Activity
Find the lines of data that contain the string "marker", then list them.

Source data
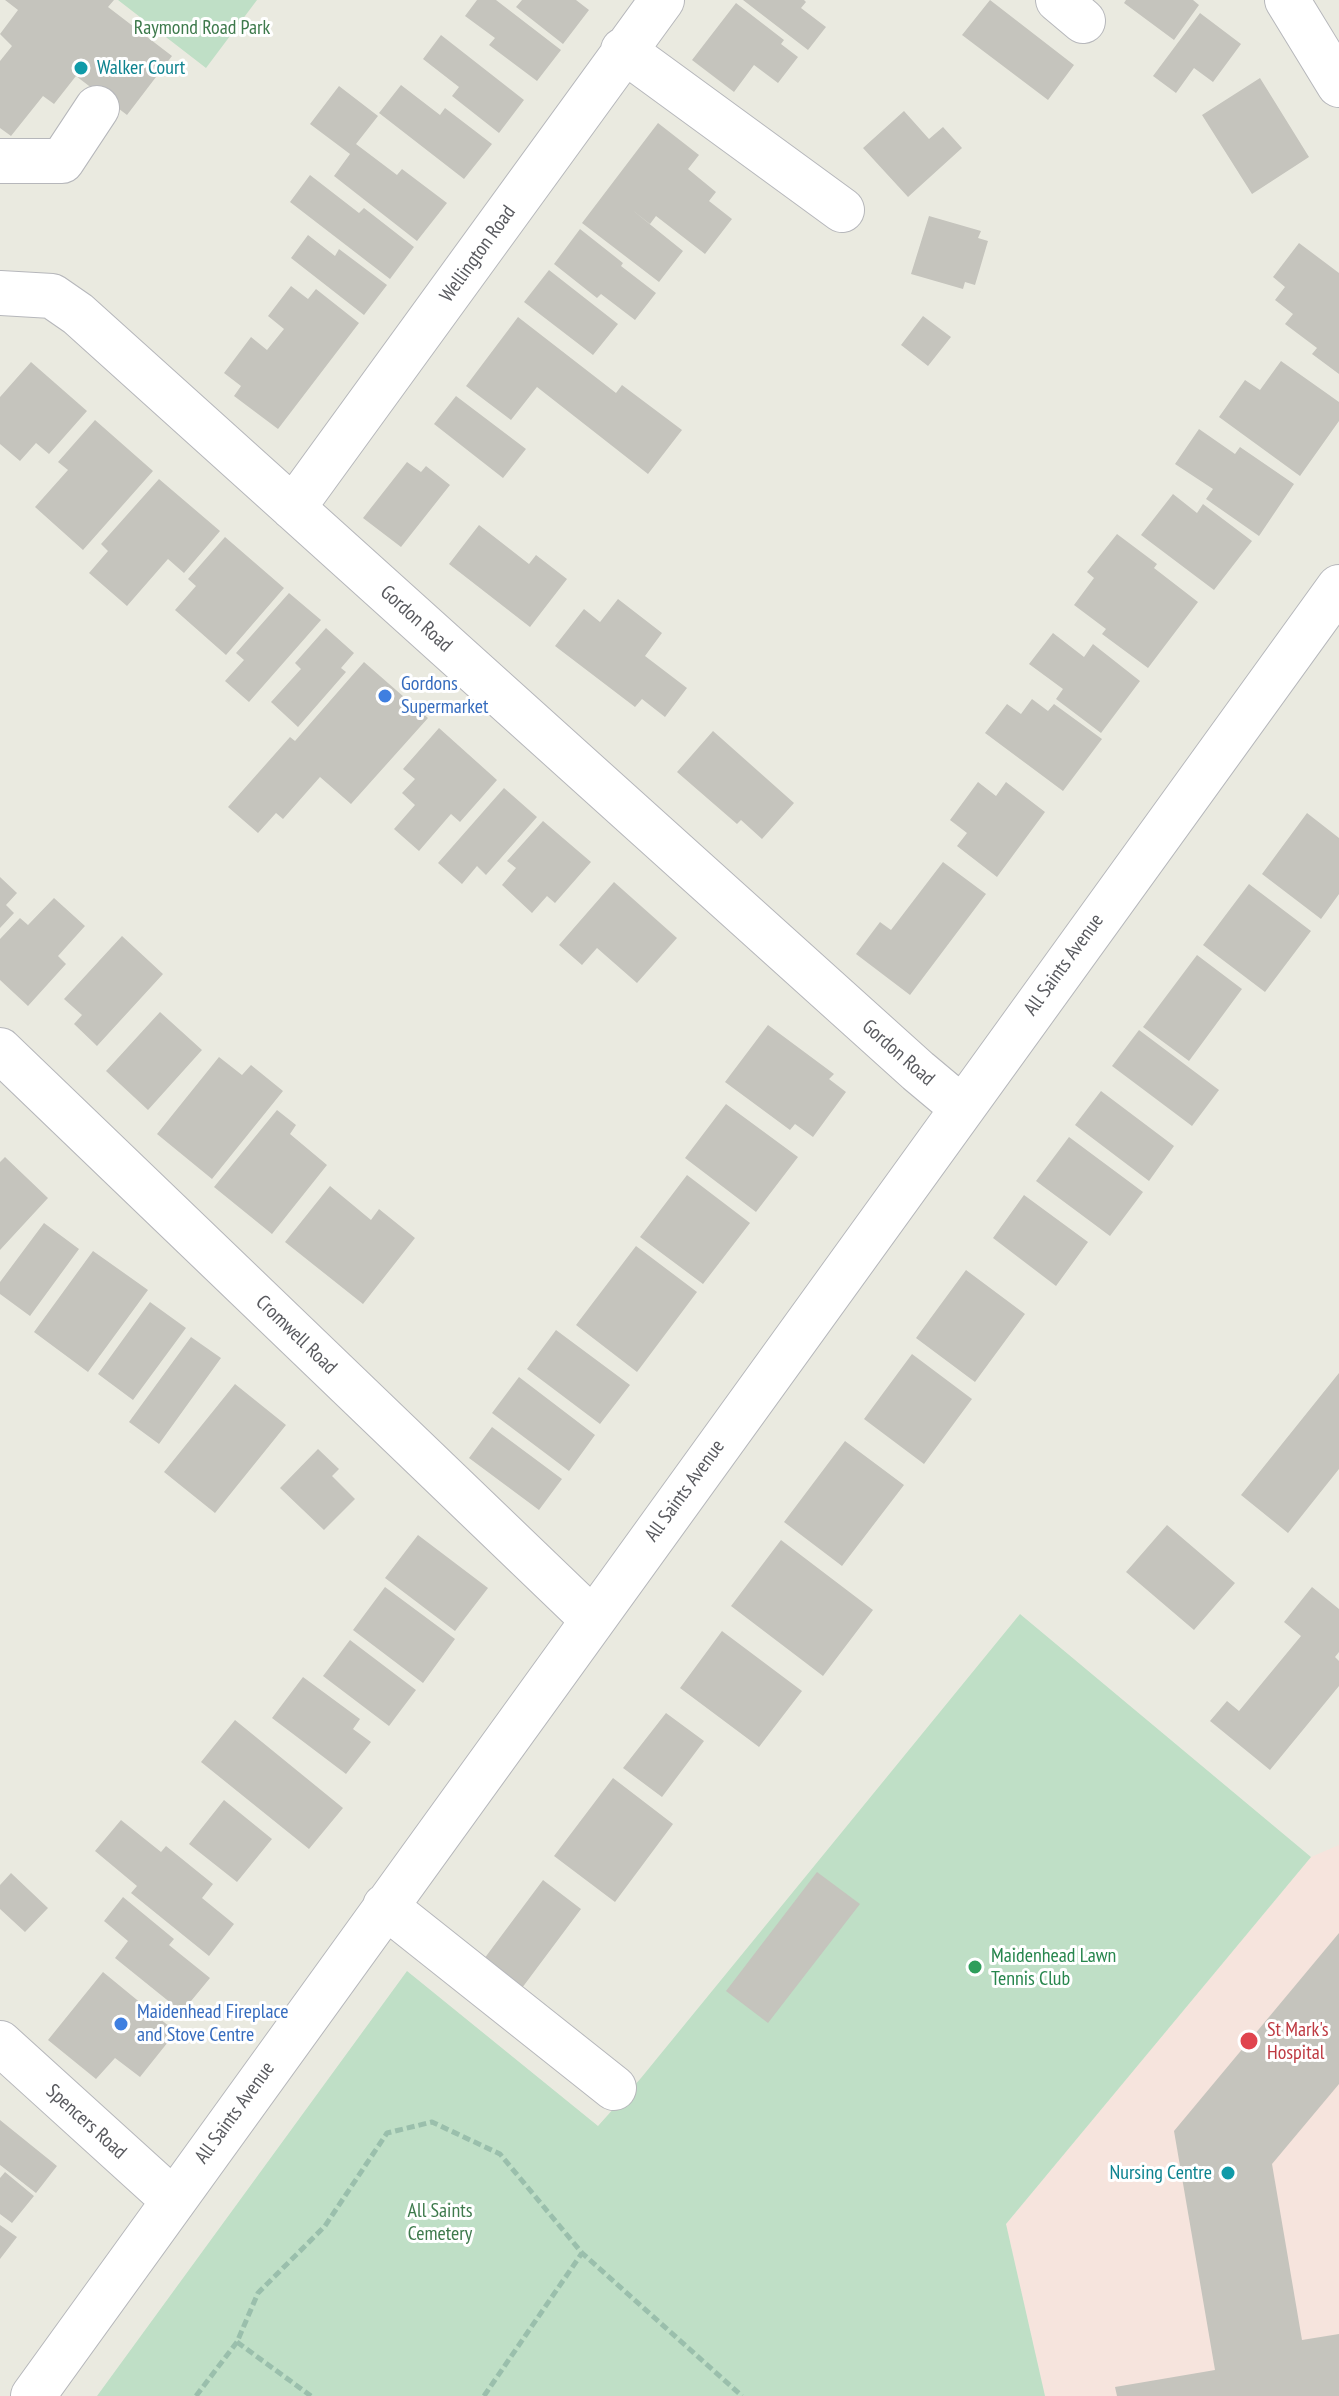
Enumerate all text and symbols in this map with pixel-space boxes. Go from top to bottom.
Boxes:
park label: Raymond Road Park [134,16,270,40]
place label: Walker Court [97,56,185,80]
marker: Walker Court [72,59,90,77]
street label: Wellington Road [435,201,521,307]
street label: Gordon Road [375,581,457,657]
place label: Gordons Supermarket [401,672,488,719]
marker: Gordons Supermarket [376,687,394,705]
street label: All Saints Avenue [1019,909,1109,1021]
street label: Gordon Road [857,1015,939,1091]
street label: Cromwell Road [250,1290,342,1380]
street label: All Saints Avenue [640,1435,730,1547]
place label: Maidenhead Lawn Tennis Club [991,1944,1116,1991]
marker: Maidenhead Lawn Tennis Club [966,1958,984,1976]
place label: Maidenhead Fireplace and Stove Centre [137,2000,288,2047]
marker: Maidenhead Fireplace and Stove Centre [112,2015,130,2033]
place label: St Mark's Hospital [1267,2018,1329,2065]
marker: St Mark's Hospital [1238,2030,1260,2052]
street label: All Saints Avenue [190,2057,280,2169]
street label: Spencers Road [41,2080,131,2164]
place label: Nursing Centre [1109,2161,1212,2185]
marker: Nursing Centre [1219,2164,1237,2182]
park label: All Saints Cemetery [408,2199,472,2246]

Solved exercise
marker: Walker Court [72,59,90,77]
marker: Gordons Supermarket [376,687,394,705]
marker: Maidenhead Lawn Tennis Club [966,1958,984,1976]
marker: Maidenhead Fireplace and Stove Centre [112,2015,130,2033]
marker: St Mark's Hospital [1238,2030,1260,2052]
marker: Nursing Centre [1219,2164,1237,2182]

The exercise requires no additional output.